TASK DETAILS. Beginning at the line that contains "Input: one rendered" and ending at the last line of the entries, write out each line exactly; include nothing outside that span.
***
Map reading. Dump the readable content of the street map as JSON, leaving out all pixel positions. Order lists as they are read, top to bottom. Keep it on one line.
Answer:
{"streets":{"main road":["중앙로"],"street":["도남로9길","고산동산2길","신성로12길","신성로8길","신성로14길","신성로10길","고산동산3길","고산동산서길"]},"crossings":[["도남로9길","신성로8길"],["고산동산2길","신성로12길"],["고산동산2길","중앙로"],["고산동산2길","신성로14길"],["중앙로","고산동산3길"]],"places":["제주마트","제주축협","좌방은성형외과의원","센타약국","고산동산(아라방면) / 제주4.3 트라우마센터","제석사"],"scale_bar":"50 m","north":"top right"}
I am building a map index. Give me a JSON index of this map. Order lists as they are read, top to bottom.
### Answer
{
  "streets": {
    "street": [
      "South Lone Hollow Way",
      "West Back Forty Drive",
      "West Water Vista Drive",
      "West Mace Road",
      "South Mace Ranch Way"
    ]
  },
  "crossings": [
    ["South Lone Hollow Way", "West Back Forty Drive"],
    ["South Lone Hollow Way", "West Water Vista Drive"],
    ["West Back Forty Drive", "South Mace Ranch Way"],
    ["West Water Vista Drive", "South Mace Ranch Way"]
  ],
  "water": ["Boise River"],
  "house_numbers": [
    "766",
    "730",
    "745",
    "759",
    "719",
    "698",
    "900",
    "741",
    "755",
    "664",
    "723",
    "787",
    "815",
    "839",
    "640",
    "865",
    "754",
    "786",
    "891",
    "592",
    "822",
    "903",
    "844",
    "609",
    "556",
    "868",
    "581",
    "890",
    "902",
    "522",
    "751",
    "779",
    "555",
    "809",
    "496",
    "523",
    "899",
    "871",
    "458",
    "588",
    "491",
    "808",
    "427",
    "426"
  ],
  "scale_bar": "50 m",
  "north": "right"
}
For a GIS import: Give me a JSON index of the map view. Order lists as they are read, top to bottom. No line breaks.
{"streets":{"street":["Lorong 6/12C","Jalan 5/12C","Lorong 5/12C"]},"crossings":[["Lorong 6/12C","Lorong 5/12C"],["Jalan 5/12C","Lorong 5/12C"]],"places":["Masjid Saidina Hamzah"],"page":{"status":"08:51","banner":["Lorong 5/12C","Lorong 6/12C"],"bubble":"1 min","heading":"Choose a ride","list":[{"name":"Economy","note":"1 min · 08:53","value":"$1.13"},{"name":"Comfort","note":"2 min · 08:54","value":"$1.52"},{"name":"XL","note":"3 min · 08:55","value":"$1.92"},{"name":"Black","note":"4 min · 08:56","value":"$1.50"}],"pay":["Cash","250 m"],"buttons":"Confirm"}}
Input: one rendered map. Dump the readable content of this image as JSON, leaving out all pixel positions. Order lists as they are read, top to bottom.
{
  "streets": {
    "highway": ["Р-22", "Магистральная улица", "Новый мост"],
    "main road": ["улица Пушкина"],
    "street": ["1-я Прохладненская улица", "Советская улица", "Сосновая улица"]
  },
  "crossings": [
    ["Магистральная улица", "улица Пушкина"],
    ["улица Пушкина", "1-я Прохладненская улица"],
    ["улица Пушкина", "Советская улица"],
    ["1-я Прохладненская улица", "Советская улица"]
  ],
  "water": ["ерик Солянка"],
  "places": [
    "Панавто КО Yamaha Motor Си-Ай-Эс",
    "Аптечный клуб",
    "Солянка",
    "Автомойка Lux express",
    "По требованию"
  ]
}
***
SOLVED EXERCISE.
Input: one rendered map. Dump the readable content of this image as JSON, leaving out all pixel positions. Order lists as they are read, top to bottom.
{
  "streets": {
    "highway": ["Р-22", "Магистральная улица", "Новый мост"],
    "main road": ["улица Пушкина"],
    "street": ["1-я Прохладненская улица", "Советская улица", "Сосновая улица"]
  },
  "crossings": [
    ["Магистральная улица", "улица Пушкина"],
    ["улица Пушкина", "1-я Прохладненская улица"],
    ["улица Пушкина", "Советская улица"],
    ["1-я Прохладненская улица", "Советская улица"]
  ],
  "water": ["ерик Солянка"],
  "places": [
    "Панавто КО Yamaha Motor Си-Ай-Эс",
    "Аптечный клуб",
    "Солянка",
    "Автомойка Lux express",
    "По требованию"
  ]
}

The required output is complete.